#### YOUR TASK:
Please copy the lines below exactly, from the first one through the line showing "Transcribe the names and structure of this".

#### RECORDS FOR THE EXERCISE:

────────

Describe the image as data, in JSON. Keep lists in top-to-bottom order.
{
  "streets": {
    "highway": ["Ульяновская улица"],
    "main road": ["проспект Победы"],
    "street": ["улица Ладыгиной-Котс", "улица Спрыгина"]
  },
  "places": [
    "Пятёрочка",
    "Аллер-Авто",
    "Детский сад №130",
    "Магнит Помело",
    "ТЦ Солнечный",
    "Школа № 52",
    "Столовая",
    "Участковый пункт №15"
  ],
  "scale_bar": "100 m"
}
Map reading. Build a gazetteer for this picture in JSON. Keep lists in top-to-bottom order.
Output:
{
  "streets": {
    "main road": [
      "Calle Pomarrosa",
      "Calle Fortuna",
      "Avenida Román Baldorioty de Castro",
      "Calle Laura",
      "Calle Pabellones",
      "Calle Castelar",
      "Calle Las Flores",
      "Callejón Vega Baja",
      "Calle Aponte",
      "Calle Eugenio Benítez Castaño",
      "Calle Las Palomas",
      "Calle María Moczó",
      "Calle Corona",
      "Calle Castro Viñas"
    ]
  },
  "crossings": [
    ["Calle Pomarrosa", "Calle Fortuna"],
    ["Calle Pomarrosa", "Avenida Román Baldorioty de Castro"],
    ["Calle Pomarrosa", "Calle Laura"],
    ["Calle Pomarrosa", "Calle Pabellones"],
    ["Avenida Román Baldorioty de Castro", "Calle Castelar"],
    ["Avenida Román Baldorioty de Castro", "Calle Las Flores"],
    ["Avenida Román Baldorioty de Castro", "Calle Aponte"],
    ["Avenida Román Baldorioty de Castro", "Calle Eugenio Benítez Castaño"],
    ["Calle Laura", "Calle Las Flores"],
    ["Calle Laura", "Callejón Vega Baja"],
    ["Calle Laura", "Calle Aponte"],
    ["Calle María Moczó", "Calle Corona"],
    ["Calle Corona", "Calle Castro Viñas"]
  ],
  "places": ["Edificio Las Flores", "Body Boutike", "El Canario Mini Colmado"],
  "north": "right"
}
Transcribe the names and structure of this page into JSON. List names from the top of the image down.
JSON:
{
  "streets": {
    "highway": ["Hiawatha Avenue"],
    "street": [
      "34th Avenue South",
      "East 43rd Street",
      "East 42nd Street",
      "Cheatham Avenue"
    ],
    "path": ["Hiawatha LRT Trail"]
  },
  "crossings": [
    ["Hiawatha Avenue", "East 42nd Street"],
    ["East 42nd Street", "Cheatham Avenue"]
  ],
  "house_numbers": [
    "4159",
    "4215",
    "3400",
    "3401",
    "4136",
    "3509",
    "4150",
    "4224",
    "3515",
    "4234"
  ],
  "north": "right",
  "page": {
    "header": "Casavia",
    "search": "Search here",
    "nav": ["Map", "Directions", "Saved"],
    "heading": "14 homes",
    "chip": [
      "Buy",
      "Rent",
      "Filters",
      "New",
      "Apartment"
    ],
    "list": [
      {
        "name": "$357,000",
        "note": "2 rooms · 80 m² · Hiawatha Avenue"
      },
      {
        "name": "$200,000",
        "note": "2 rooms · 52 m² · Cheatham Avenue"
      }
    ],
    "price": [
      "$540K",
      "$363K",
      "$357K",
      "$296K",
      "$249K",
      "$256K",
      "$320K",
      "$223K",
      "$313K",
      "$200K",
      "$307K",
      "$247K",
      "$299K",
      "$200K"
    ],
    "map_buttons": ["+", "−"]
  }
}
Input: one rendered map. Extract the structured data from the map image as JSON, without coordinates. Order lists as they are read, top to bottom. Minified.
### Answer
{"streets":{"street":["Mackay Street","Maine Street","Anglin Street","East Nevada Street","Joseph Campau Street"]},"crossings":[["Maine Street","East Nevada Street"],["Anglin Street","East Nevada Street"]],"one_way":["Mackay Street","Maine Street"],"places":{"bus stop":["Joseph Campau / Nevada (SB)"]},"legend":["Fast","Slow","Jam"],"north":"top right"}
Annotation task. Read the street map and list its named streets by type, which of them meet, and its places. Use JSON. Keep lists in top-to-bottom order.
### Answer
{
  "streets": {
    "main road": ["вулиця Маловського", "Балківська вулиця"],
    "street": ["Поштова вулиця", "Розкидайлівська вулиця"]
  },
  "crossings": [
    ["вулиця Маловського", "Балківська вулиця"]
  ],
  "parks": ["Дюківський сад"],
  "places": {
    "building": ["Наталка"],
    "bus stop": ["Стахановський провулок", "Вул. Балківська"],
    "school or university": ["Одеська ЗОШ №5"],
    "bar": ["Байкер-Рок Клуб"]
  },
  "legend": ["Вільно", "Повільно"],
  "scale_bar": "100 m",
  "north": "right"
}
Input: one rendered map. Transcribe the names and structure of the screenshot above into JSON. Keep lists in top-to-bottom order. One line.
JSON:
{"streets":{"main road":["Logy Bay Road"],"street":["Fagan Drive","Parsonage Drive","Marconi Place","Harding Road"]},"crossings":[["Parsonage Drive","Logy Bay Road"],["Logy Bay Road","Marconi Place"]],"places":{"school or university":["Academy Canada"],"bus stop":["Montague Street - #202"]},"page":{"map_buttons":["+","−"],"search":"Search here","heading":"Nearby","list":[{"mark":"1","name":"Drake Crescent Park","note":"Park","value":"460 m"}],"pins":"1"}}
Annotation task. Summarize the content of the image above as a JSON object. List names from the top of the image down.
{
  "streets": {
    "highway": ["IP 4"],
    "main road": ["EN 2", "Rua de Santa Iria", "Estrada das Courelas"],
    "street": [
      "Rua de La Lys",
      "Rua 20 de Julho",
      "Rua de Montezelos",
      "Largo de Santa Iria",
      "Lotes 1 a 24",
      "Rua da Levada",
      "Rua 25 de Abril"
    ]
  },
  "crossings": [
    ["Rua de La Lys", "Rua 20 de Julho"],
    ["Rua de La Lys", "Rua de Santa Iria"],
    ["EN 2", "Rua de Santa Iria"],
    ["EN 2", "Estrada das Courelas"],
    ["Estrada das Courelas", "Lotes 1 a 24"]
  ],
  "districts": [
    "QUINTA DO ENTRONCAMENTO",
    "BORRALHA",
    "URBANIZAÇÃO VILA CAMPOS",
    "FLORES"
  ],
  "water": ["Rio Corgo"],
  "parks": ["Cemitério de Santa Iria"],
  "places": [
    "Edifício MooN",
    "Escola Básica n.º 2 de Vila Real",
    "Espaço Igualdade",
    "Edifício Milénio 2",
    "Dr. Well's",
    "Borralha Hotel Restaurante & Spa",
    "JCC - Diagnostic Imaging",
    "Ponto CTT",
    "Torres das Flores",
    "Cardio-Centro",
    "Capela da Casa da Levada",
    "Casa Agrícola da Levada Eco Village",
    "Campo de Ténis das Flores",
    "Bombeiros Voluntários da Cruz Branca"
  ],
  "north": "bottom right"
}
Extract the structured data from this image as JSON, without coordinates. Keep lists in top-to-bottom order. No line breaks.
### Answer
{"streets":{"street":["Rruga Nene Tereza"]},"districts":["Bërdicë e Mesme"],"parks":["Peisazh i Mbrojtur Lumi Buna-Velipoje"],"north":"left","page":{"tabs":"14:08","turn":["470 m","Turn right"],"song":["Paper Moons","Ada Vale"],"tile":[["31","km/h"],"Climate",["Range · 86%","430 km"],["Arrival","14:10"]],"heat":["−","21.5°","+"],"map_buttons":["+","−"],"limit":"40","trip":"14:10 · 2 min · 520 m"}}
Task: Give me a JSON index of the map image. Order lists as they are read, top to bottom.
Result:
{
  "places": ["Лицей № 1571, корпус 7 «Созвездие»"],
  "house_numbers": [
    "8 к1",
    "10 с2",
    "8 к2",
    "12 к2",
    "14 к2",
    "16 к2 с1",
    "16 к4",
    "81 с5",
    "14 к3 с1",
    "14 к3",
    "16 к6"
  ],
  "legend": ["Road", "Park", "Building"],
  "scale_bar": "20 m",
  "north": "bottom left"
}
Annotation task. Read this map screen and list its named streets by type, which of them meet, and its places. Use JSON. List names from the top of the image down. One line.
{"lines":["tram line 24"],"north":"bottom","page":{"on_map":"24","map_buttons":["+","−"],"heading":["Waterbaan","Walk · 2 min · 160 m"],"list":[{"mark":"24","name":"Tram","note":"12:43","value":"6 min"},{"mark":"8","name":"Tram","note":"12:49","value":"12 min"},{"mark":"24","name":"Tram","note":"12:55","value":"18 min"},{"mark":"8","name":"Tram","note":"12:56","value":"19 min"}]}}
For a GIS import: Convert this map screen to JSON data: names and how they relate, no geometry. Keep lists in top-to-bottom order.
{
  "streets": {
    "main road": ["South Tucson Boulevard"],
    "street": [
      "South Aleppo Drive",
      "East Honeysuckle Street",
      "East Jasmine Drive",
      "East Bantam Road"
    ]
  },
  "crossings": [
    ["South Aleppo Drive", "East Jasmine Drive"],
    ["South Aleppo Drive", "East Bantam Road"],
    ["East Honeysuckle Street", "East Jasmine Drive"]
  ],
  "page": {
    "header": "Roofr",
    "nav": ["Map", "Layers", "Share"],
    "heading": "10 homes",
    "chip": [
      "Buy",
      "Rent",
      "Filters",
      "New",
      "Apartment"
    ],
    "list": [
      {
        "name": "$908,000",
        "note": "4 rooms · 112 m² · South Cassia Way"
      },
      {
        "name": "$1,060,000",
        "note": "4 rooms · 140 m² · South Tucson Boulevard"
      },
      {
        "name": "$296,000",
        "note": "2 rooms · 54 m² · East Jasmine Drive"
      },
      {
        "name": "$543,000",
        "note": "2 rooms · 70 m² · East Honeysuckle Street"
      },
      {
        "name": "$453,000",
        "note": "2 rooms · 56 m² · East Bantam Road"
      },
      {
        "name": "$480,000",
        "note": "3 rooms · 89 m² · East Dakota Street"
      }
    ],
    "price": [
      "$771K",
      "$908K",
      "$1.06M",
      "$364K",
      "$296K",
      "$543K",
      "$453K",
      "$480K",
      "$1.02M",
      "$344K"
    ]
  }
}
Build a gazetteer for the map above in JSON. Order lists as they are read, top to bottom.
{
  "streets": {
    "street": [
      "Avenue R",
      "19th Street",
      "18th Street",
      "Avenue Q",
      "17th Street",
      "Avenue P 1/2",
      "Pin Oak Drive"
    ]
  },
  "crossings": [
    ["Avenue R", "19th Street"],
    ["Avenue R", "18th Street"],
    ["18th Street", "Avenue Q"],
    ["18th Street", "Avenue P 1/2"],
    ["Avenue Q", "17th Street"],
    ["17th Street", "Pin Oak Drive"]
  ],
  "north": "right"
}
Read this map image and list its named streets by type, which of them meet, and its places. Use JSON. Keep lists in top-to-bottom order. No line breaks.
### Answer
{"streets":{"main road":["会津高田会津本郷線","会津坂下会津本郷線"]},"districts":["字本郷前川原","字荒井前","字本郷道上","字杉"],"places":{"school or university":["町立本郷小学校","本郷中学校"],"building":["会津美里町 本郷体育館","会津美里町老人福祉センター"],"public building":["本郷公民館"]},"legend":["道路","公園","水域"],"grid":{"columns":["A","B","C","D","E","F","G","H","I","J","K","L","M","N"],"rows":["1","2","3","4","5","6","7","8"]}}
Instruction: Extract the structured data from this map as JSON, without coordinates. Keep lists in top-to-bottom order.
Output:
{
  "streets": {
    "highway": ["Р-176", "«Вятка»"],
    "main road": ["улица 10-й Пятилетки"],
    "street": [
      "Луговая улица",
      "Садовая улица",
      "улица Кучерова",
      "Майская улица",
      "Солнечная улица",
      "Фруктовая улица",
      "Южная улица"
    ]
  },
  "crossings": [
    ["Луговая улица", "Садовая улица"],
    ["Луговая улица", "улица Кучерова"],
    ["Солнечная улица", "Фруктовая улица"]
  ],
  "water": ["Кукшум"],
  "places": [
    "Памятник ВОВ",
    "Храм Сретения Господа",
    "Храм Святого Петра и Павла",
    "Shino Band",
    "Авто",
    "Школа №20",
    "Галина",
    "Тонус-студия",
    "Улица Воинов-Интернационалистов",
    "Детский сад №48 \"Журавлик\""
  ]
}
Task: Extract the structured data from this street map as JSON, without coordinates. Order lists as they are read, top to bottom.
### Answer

────────

#### WRITTEN SOLUTION:
Describe the image as data, in JSON. Keep lists in top-to-bottom order.
{
  "streets": {
    "highway": ["Ульяновская улица"],
    "main road": ["проспект Победы"],
    "street": ["улица Ладыгиной-Котс", "улица Спрыгина"]
  },
  "places": [
    "Пятёрочка",
    "Аллер-Авто",
    "Детский сад №130",
    "Магнит Помело",
    "ТЦ Солнечный",
    "Школа № 52",
    "Столовая",
    "Участковый пункт №15"
  ],
  "scale_bar": "100 m"
}
Map reading. Build a gazetteer for this picture in JSON. Keep lists in top-to-bottom order.
Output:
{
  "streets": {
    "main road": [
      "Calle Pomarrosa",
      "Calle Fortuna",
      "Avenida Román Baldorioty de Castro",
      "Calle Laura",
      "Calle Pabellones",
      "Calle Castelar",
      "Calle Las Flores",
      "Callejón Vega Baja",
      "Calle Aponte",
      "Calle Eugenio Benítez Castaño",
      "Calle Las Palomas",
      "Calle María Moczó",
      "Calle Corona",
      "Calle Castro Viñas"
    ]
  },
  "crossings": [
    ["Calle Pomarrosa", "Calle Fortuna"],
    ["Calle Pomarrosa", "Avenida Román Baldorioty de Castro"],
    ["Calle Pomarrosa", "Calle Laura"],
    ["Calle Pomarrosa", "Calle Pabellones"],
    ["Avenida Román Baldorioty de Castro", "Calle Castelar"],
    ["Avenida Román Baldorioty de Castro", "Calle Las Flores"],
    ["Avenida Román Baldorioty de Castro", "Calle Aponte"],
    ["Avenida Román Baldorioty de Castro", "Calle Eugenio Benítez Castaño"],
    ["Calle Laura", "Calle Las Flores"],
    ["Calle Laura", "Callejón Vega Baja"],
    ["Calle Laura", "Calle Aponte"],
    ["Calle María Moczó", "Calle Corona"],
    ["Calle Corona", "Calle Castro Viñas"]
  ],
  "places": ["Edificio Las Flores", "Body Boutike", "El Canario Mini Colmado"],
  "north": "right"
}
Transcribe the names and structure of this page into JSON. List names from the top of the image down.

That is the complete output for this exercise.